Its value must also be pushed.

Below I give a complete diaxtra pseudocode which is 1 to n

Finds the shortest path to the th node and prints the path as well:

1 procedure dijkstra(G, source):

2 Q = priority_queue(), distance[] = infinity

3 Q.enqueue({distance[source], source})

4 distance[source]=0

5 while Q is not empty

6 u = nodes in Q with minimum distance[]

7 remove u from the Q

9 if distance[u] + cost[u][v] < distance[v]

10 distance[v] = distance[u] + cost[u][v]

11 Q.enqueue({distance[v], v})

12 end if

13 end for

14 end while

15 Return distance

Here are some differences from the previous sudocode. Here priority queue is used instead of normal queue. So while popping from the queue, the closest node found so far from the source is popped and worked on that first.

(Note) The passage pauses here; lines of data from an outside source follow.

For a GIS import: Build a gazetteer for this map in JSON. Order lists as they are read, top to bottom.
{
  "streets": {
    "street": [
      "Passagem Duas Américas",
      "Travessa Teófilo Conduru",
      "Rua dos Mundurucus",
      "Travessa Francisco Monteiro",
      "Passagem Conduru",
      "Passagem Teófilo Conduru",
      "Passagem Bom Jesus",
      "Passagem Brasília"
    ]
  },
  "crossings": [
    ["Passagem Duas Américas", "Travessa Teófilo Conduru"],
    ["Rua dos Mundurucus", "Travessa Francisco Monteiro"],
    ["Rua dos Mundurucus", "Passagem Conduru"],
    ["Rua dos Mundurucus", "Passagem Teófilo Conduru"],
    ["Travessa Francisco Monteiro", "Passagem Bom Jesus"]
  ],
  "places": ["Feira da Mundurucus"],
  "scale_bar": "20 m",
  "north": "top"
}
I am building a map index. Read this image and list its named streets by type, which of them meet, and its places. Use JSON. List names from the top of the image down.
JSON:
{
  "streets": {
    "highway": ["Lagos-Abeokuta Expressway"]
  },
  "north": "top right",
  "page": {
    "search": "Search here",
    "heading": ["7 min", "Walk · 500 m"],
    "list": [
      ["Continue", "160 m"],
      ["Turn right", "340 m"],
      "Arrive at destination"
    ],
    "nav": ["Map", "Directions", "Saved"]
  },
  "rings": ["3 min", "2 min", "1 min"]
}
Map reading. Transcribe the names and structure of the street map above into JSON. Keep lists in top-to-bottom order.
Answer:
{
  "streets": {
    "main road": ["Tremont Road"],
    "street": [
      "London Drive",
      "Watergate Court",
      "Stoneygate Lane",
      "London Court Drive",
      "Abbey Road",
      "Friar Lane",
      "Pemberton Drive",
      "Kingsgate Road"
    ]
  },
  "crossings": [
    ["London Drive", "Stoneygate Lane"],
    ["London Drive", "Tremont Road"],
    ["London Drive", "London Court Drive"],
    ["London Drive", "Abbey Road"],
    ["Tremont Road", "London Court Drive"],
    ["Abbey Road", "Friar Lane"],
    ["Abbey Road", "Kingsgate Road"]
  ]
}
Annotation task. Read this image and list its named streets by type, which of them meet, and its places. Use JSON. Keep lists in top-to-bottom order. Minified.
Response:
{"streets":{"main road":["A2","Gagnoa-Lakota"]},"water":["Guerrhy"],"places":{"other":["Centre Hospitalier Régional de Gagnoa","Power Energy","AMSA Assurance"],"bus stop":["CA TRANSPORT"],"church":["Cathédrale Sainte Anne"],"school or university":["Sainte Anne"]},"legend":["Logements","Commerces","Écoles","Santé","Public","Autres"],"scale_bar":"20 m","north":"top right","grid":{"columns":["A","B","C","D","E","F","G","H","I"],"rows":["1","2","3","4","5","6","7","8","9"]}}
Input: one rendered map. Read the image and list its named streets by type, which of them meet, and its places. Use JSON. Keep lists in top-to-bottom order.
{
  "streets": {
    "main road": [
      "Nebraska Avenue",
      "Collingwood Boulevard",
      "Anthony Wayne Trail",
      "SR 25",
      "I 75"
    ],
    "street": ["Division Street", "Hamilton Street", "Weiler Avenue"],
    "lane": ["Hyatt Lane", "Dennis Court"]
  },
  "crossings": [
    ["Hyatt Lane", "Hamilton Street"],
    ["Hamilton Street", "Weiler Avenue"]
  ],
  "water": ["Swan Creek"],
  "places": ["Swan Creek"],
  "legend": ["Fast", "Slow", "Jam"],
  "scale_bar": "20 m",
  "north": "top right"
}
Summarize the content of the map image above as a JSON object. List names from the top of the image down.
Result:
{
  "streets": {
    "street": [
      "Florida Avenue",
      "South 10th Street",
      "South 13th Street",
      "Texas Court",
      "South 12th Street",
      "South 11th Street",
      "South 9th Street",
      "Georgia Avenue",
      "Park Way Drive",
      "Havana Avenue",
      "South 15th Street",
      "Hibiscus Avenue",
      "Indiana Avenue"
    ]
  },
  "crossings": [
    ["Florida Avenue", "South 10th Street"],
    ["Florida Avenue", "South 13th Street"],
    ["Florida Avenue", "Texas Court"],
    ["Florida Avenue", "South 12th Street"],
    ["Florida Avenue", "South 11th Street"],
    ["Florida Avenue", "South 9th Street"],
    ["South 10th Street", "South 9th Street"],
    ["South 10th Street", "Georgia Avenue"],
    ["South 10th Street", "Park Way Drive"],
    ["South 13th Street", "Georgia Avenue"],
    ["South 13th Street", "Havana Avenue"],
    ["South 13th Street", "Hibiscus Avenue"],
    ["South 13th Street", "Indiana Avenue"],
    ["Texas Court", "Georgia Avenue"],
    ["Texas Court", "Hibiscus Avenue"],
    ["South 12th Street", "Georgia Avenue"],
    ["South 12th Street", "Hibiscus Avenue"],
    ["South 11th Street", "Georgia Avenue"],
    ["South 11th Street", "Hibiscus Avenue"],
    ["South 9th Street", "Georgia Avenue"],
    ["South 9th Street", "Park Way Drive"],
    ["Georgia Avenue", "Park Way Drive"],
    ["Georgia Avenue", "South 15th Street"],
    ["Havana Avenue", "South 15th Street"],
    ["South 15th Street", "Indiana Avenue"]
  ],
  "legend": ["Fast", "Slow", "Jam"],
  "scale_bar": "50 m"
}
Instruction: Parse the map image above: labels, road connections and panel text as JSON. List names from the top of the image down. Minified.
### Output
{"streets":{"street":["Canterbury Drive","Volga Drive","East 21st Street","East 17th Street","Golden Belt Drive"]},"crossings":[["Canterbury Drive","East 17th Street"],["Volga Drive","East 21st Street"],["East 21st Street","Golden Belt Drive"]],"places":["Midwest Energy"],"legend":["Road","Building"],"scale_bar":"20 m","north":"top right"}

The above sudocode calculates the distance of all remaining nodes from the source. If you just want to get the distance of a node, you can return it when it is popped from the queue.

Does Dijkstra’s algorithm work if there are negative edges? If there is a negative cycle then it will end up in an infinite loop, repeatedly updating to reduce costs. If there is a negative edge but no cycle then do not work. But if you don’t return the target as soon as it pops, it will work, but it won’t be the original Dijkstra algorithm anymore.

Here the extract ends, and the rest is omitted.